Batteries fail, devices malfunction. It's the nature of technology to be imperfect. In the health industry however, malfunctions can mean more than a phone call to IT. Medical device incidents have the potential to harm the people they are meant to help. While technology has come so far in improving the quality of life for so many, it comes with its own set of unique challenges. And as we continue to innovate, we continue to learn and improve on old ideas and processes. We recognize that while imperfect, technology has the power to benefit far beyond the potential of risk, so long as we carefully evaluate those risks.
The most simple definition of risk management is the process of assessing a product's benefit/ risk balance. Does the potential benefit outweigh the potential harm? If so, how much? Because no product is perfect, and every small piece of the process and final product is subject to error, failure, or oversight. There is risk involved with even the most simple medical devices… so how do we manage and keep them to the absolute minimum?
Of course, there are processes and guidelines to be followed. The ISO 14971 outlines the risk management process and management responsibilities, and the FDA has guidelines for assessing risk as well.

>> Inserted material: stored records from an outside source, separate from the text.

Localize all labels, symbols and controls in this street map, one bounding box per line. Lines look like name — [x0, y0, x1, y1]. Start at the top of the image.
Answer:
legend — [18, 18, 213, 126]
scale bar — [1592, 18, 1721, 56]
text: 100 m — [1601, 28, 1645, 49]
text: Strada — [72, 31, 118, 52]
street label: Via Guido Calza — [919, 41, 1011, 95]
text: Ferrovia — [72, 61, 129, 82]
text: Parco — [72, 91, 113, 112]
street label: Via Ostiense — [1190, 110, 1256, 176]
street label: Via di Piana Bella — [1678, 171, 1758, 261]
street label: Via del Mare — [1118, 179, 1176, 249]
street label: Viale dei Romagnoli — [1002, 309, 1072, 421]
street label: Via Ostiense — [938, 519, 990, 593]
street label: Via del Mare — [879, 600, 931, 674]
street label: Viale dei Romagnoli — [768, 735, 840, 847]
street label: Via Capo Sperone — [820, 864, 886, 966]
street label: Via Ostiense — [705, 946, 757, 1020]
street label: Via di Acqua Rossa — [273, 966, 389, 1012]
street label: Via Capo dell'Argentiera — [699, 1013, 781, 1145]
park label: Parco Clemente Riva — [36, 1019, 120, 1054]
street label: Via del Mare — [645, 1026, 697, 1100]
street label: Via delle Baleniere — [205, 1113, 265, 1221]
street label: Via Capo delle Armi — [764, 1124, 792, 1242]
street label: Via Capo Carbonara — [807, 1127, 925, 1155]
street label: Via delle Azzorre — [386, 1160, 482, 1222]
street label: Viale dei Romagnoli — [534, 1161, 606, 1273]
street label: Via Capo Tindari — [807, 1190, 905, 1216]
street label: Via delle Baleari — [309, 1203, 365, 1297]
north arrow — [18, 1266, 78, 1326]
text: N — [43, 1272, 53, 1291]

Establish a process to manage and control the risks
Document your risk management process.
Apply your risk management process to your organization’s medical devices.
Maintain your risk management process for every device throughout its entire life-cycle.
Check whether you process complies with this standard by inspecting the appropriate documents.
So while we have a system of risk management in place, we should remember that risk management embodies our commitment to our customers and patients. Rather than a set of guidelines, this can be seen as an attitude towards quality, and towards the well being of the people using our devices. In addition to simply understanding what risk management is, we should be asking questions like how do we determine risk? What is acceptable vs. unacceptable? And how much risk is too much? To answer these questions, we have to apply the science of human factors. The FDA defines this as understanding how a device will be used, and how people will interact with the technology. Hazards that result from medical technology are generally rare and complex in nature, and therefore difficult to predict. For this reason, devices must be looked at in the contexts of the product, the user, and the environment. Risk management isn't just about the bottom line. It is a set of decisions that determine what is considered acceptable in terms of the safety of our customers. Because it is a big picture term that is linked with many definitions and applications, it's easy to forget that it is directly related to the health and well being of real people, not just numbers in statistics and reports.
When we look beyond the processes and guidelines, we realize that manufactured medical devices could end up anywhere. Our friends and families could be the ones using them, whether it be at home or in a hospital. From this perspective, we might be able to look at risk management from a more human approach. Commitment to quality is at the heart of our core values, and this means commitment to improving health and reducing harm to the best of our ability.